(Data entries)
--------------------
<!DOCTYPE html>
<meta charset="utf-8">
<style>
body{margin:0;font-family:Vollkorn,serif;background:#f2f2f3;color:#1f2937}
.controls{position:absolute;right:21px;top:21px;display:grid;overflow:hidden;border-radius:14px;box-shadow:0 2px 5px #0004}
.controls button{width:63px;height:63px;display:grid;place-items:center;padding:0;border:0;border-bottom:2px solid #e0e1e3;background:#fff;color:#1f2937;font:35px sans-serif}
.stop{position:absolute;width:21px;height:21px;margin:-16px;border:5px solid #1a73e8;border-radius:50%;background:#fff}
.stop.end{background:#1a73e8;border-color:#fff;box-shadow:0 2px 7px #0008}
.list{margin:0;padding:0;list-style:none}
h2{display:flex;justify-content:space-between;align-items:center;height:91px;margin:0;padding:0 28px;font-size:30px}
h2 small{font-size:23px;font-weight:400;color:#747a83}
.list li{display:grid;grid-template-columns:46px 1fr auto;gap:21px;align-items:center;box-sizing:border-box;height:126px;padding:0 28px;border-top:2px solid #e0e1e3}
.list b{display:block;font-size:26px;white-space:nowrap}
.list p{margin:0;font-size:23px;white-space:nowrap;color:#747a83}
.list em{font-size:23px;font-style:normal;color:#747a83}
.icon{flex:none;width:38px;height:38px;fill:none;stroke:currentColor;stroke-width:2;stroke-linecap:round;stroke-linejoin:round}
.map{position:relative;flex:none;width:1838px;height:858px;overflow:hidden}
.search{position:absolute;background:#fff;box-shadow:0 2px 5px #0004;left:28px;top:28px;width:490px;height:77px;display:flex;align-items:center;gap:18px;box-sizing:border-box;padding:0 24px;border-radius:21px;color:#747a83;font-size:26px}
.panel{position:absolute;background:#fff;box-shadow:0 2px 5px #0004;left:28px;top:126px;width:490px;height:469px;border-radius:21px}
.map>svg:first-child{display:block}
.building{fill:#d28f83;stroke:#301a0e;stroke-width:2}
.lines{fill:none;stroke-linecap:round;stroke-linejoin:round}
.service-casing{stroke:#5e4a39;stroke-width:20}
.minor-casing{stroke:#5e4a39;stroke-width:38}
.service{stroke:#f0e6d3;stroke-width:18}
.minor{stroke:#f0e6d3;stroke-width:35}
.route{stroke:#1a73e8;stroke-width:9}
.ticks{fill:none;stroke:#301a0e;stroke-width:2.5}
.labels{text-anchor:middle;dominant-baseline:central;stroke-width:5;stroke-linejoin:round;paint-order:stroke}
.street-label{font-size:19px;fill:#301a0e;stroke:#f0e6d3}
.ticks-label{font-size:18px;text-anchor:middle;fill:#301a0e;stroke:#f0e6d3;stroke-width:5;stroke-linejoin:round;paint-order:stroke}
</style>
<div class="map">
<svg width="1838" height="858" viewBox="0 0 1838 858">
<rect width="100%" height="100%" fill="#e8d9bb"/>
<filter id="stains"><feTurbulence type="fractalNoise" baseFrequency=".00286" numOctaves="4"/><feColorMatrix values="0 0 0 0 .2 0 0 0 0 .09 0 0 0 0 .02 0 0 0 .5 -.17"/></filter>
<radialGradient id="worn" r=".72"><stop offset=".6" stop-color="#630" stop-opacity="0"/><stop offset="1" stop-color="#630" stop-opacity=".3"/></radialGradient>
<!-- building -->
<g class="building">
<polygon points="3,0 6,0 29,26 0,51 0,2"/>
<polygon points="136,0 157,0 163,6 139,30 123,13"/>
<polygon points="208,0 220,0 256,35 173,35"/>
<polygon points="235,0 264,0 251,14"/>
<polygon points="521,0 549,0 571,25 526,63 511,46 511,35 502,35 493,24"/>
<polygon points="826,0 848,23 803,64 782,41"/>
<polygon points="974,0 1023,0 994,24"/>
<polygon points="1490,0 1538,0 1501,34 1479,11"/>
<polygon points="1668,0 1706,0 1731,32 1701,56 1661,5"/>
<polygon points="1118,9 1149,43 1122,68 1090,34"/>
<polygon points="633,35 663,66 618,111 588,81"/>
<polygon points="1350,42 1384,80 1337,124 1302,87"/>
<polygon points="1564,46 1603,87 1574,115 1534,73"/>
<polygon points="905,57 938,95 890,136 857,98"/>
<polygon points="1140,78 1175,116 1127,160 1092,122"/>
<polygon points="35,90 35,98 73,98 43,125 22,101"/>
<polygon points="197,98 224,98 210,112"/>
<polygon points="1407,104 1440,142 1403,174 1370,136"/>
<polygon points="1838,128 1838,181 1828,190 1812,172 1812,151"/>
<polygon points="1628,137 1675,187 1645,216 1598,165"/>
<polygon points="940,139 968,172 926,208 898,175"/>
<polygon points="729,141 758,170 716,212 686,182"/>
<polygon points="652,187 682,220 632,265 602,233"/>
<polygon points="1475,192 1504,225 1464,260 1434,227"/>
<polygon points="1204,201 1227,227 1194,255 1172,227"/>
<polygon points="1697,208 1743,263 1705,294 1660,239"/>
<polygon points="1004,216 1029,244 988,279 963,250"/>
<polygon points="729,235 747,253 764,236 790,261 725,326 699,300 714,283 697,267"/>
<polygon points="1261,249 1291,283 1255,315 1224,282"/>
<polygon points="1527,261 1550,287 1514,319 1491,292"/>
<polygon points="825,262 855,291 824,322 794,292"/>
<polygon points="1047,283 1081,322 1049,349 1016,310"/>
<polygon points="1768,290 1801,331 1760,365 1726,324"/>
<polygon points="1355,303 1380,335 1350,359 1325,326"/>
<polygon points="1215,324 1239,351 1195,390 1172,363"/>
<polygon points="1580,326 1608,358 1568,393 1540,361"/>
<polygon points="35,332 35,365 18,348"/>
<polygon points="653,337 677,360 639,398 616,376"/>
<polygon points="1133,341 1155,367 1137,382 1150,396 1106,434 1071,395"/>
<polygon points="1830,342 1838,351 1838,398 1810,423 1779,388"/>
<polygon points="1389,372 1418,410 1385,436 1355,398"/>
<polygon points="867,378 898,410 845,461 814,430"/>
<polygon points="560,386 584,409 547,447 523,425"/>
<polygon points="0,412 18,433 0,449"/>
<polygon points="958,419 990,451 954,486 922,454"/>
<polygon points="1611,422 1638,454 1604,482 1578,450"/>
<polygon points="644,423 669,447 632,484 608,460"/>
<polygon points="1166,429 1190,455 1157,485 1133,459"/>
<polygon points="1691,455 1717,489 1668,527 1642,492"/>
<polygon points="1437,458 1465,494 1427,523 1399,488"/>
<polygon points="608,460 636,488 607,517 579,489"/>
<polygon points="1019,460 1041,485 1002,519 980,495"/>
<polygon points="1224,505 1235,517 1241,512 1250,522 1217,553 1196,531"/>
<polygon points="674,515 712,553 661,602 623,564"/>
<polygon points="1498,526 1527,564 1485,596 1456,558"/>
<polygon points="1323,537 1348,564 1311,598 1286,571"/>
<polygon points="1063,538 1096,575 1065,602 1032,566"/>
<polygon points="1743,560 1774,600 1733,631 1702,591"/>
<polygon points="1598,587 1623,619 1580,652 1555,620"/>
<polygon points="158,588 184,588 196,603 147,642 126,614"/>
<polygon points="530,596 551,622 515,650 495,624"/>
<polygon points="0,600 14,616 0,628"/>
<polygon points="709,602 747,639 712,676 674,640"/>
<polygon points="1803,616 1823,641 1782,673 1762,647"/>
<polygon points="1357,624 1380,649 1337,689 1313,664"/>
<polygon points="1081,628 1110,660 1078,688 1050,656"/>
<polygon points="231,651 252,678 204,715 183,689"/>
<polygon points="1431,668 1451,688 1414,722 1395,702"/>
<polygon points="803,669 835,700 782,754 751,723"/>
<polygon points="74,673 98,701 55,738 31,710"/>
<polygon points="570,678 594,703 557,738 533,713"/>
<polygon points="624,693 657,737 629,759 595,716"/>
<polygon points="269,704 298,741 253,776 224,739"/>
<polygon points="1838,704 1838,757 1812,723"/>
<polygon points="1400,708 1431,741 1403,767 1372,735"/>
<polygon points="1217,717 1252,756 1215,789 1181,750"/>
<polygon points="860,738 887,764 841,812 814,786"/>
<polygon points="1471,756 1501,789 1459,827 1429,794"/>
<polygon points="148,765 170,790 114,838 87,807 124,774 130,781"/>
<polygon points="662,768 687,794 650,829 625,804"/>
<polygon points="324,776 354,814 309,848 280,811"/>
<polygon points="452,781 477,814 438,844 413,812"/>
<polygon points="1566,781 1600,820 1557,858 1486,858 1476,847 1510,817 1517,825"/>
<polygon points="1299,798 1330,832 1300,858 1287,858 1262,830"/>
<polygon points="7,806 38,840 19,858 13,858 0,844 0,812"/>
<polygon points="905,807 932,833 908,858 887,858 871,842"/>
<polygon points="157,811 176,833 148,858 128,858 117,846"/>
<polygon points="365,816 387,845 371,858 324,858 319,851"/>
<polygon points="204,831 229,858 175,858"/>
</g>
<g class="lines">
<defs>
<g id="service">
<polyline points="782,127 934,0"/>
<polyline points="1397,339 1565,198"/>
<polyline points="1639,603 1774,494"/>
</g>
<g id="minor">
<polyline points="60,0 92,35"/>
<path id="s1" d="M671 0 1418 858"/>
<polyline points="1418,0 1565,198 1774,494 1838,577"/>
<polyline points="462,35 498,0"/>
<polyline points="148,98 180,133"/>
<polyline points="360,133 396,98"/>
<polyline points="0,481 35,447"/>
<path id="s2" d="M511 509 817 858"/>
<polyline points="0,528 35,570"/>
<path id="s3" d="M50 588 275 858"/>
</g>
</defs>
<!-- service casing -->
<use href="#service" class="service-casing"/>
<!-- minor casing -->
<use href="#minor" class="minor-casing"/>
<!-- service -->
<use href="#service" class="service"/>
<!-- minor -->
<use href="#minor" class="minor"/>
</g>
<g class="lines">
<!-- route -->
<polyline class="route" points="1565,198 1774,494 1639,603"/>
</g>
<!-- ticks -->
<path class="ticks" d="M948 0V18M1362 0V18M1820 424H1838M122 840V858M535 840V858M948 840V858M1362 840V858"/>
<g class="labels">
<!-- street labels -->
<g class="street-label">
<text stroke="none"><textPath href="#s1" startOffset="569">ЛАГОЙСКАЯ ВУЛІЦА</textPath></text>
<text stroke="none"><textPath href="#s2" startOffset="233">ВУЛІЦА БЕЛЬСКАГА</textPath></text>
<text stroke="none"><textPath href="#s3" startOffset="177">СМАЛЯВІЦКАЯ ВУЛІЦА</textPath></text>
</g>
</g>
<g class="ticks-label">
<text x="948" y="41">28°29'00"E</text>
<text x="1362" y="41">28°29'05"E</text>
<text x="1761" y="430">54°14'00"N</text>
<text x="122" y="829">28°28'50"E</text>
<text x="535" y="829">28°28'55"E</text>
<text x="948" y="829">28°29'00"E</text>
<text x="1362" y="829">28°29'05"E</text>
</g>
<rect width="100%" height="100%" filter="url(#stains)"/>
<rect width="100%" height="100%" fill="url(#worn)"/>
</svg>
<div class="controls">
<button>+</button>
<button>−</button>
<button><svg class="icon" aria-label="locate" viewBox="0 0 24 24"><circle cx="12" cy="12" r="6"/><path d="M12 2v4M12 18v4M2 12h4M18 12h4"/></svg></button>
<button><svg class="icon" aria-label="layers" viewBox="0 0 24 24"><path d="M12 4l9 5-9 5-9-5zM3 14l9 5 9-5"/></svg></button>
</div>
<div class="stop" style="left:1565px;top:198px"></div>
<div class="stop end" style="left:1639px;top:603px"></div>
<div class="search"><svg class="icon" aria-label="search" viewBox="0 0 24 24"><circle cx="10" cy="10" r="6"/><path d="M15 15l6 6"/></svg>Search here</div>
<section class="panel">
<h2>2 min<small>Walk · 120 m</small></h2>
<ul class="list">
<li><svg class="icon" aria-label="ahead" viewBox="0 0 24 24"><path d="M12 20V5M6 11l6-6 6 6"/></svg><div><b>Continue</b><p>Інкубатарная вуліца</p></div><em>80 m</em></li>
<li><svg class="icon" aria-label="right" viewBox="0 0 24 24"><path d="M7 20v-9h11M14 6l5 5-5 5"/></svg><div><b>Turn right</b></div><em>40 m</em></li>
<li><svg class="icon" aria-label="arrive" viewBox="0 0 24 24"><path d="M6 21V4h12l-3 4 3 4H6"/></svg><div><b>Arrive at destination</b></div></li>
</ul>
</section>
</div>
--------------------
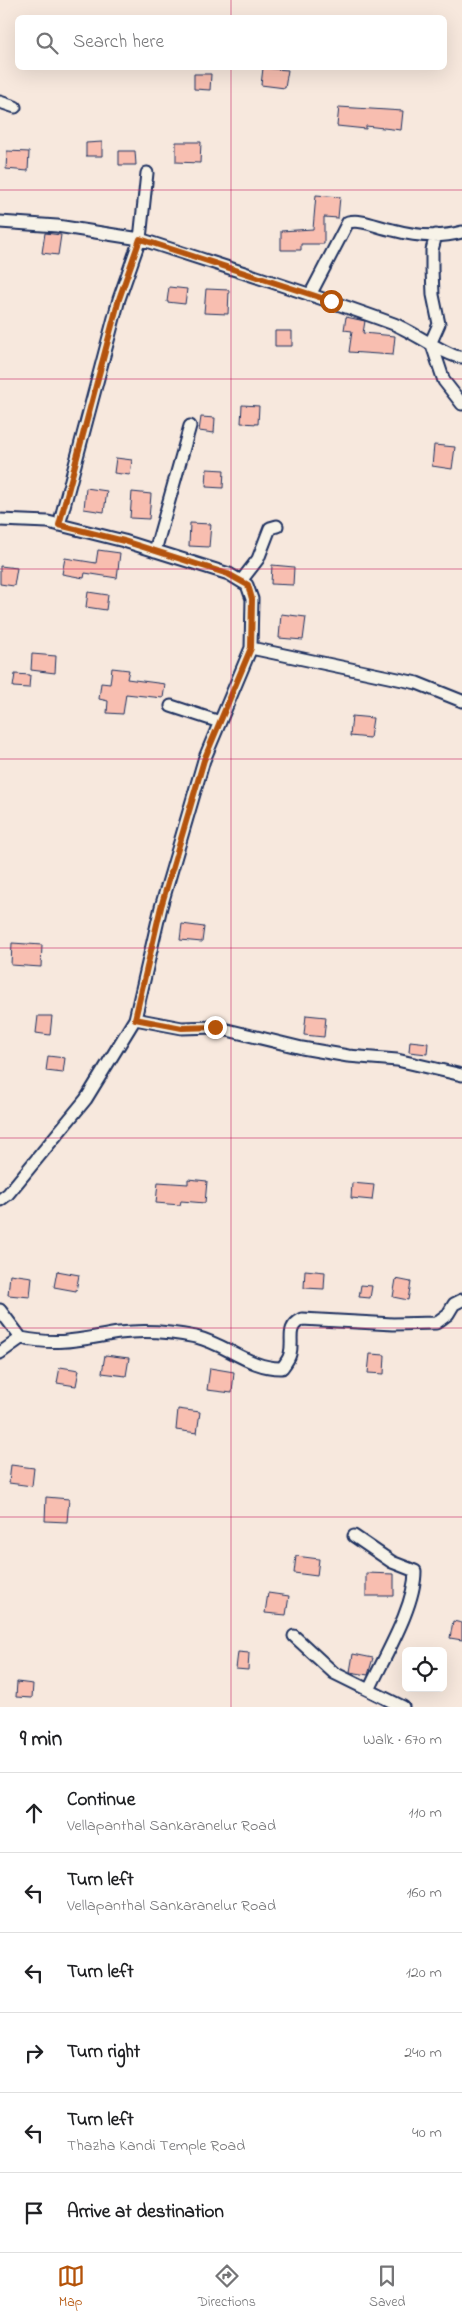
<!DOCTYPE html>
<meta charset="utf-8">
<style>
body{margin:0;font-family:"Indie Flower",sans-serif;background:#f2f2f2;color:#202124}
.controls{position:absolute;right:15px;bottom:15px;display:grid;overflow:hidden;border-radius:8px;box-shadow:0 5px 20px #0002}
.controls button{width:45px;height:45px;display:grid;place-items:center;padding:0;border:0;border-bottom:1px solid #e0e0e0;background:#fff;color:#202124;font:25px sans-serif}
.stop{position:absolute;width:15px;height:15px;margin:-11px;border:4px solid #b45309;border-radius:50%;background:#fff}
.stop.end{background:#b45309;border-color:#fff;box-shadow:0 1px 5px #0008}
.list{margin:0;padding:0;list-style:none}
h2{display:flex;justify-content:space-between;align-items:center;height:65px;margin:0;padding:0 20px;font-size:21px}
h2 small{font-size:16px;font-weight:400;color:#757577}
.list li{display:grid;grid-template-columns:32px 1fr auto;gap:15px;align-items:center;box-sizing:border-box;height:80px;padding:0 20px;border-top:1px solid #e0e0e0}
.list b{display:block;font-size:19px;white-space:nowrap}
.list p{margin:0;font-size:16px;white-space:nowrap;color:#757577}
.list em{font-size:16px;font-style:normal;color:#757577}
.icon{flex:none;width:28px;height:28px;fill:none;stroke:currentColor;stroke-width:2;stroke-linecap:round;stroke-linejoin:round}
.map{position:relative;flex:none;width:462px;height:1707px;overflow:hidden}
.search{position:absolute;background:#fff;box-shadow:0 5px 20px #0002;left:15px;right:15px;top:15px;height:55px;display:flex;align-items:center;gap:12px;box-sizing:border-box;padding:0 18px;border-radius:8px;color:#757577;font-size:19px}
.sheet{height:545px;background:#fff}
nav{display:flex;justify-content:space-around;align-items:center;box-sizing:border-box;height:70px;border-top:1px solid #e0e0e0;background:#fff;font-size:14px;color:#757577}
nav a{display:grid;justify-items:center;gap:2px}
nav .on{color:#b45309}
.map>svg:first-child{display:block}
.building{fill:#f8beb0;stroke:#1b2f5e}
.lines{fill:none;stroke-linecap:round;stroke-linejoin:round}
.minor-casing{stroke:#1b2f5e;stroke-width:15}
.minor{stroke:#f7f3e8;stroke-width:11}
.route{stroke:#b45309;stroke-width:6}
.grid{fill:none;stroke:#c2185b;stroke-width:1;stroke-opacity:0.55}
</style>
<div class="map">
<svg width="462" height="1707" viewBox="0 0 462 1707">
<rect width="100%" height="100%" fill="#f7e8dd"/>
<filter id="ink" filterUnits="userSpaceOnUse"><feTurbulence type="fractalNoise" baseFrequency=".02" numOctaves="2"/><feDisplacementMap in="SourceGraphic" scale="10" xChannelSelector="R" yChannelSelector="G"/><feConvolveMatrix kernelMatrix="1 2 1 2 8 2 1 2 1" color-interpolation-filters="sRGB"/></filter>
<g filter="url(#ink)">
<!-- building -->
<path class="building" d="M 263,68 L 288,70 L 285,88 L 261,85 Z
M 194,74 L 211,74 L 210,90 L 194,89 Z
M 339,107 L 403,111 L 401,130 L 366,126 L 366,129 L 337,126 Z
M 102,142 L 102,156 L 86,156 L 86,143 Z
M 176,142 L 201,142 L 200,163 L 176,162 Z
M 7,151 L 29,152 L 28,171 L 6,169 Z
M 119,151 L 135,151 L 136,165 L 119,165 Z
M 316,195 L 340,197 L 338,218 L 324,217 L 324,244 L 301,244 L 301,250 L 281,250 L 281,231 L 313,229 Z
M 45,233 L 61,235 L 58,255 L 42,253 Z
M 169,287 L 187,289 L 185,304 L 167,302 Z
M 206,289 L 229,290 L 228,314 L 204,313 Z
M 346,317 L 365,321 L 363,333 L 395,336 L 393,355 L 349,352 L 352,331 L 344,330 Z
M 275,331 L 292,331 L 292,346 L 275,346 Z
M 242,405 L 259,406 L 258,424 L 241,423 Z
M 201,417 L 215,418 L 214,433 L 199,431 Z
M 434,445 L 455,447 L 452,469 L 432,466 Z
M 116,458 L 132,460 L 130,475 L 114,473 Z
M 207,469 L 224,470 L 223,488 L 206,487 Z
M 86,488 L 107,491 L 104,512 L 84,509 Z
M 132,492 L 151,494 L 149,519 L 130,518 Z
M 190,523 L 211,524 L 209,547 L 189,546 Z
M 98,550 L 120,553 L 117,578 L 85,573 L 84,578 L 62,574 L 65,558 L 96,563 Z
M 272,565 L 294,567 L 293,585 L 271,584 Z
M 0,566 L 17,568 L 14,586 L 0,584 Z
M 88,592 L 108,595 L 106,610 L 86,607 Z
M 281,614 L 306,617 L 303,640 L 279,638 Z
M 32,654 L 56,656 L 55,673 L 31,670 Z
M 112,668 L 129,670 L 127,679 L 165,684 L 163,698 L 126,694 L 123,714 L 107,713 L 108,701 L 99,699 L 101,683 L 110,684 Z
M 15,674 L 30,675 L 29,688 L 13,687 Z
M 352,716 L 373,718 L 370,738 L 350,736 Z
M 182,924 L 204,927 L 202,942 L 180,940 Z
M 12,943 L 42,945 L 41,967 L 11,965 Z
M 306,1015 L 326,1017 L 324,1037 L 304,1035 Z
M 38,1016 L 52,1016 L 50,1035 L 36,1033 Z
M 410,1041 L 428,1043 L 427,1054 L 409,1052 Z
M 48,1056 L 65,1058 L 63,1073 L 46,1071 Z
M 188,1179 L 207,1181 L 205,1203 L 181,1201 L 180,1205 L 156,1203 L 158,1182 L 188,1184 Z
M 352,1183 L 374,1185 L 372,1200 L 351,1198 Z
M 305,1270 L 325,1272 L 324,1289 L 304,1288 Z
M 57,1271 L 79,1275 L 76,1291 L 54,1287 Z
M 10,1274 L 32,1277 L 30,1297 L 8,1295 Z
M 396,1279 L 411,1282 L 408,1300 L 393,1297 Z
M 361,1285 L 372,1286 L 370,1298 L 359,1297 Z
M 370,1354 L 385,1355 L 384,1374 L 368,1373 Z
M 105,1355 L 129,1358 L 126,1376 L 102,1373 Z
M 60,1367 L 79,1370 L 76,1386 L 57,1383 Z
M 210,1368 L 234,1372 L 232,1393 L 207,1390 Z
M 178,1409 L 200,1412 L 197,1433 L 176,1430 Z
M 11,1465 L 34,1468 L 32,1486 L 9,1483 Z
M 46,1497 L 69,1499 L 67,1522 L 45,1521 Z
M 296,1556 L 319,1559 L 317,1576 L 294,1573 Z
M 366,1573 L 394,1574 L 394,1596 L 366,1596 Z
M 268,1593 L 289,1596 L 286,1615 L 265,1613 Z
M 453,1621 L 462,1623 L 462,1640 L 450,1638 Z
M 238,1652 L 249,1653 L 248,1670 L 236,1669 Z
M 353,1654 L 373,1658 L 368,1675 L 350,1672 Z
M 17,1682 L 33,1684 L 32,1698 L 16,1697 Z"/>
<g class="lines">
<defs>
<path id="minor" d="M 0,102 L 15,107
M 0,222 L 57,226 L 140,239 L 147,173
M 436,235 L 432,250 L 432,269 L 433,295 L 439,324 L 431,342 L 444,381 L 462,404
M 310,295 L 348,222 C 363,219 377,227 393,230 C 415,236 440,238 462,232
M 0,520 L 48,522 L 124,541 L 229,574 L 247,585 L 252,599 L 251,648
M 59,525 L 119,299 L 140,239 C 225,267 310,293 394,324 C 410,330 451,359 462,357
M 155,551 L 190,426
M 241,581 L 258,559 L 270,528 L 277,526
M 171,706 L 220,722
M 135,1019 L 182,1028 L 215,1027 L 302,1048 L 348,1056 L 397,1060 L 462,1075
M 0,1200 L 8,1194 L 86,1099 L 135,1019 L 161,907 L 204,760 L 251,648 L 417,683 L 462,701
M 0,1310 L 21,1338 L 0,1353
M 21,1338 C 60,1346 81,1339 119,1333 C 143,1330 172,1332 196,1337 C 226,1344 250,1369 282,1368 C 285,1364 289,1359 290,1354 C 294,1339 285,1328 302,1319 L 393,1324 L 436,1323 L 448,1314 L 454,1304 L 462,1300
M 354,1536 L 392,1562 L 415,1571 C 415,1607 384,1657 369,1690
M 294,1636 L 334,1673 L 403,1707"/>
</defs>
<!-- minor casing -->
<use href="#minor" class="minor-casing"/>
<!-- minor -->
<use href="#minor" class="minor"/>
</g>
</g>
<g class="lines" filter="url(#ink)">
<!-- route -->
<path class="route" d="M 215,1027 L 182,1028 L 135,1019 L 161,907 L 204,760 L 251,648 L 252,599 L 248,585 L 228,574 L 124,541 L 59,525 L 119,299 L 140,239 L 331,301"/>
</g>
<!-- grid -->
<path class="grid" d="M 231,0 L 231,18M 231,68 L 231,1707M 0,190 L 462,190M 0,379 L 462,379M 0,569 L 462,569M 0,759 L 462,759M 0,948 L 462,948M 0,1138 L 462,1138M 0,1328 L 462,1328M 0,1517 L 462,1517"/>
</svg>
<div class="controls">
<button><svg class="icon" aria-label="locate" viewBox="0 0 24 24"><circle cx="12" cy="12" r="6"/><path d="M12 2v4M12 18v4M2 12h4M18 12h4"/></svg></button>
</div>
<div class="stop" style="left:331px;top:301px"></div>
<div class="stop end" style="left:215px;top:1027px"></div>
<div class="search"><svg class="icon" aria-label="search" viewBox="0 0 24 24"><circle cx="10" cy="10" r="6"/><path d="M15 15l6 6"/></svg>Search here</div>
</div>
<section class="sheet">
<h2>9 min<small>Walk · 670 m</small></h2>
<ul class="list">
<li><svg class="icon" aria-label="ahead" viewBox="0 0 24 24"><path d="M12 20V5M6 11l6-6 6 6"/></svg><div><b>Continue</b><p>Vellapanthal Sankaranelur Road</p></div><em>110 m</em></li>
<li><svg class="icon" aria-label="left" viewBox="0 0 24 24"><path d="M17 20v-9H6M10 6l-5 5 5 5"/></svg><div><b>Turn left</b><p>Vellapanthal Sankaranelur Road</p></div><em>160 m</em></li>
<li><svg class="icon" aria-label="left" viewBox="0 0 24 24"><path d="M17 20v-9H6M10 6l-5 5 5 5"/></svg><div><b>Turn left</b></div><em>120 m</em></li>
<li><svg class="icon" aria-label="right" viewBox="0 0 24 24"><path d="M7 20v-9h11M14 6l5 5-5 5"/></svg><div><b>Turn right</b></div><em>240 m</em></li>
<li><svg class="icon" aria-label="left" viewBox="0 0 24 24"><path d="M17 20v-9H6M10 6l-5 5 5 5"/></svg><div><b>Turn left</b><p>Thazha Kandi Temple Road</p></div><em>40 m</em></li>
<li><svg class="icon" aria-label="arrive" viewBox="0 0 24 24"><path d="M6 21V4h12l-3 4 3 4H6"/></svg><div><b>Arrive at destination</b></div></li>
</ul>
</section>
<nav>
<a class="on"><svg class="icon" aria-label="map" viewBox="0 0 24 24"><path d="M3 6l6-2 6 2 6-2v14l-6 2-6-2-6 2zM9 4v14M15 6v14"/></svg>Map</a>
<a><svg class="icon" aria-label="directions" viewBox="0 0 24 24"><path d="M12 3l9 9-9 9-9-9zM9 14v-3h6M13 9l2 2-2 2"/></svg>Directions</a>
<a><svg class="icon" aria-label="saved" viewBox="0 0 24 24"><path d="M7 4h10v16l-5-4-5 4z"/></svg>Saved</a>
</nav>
--------------------
- _Your task_
Find the lines above that contain the word "baseFrequency" and copy each one.

- _Output of the exercise_
<filter id="stains"><feTurbulence type="fractalNoise" baseFrequency=".00286" numOctaves="4"/><feColorMatrix values="0 0 0 0 .2 0 0 0 0 .09 0 0 0 0 .02 0 0 0 .5 -.17"/></filter>
<filter id="ink" filterUnits="userSpaceOnUse"><feTurbulence type="fractalNoise" baseFrequency=".02" numOctaves="2"/><feDisplacementMap in="SourceGraphic" scale="10" xChannelSelector="R" yChannelSelector="G"/><feConvolveMatrix kernelMatrix="1 2 1 2 8 2 1 2 1" color-interpolation-filters="sRGB"/></filter>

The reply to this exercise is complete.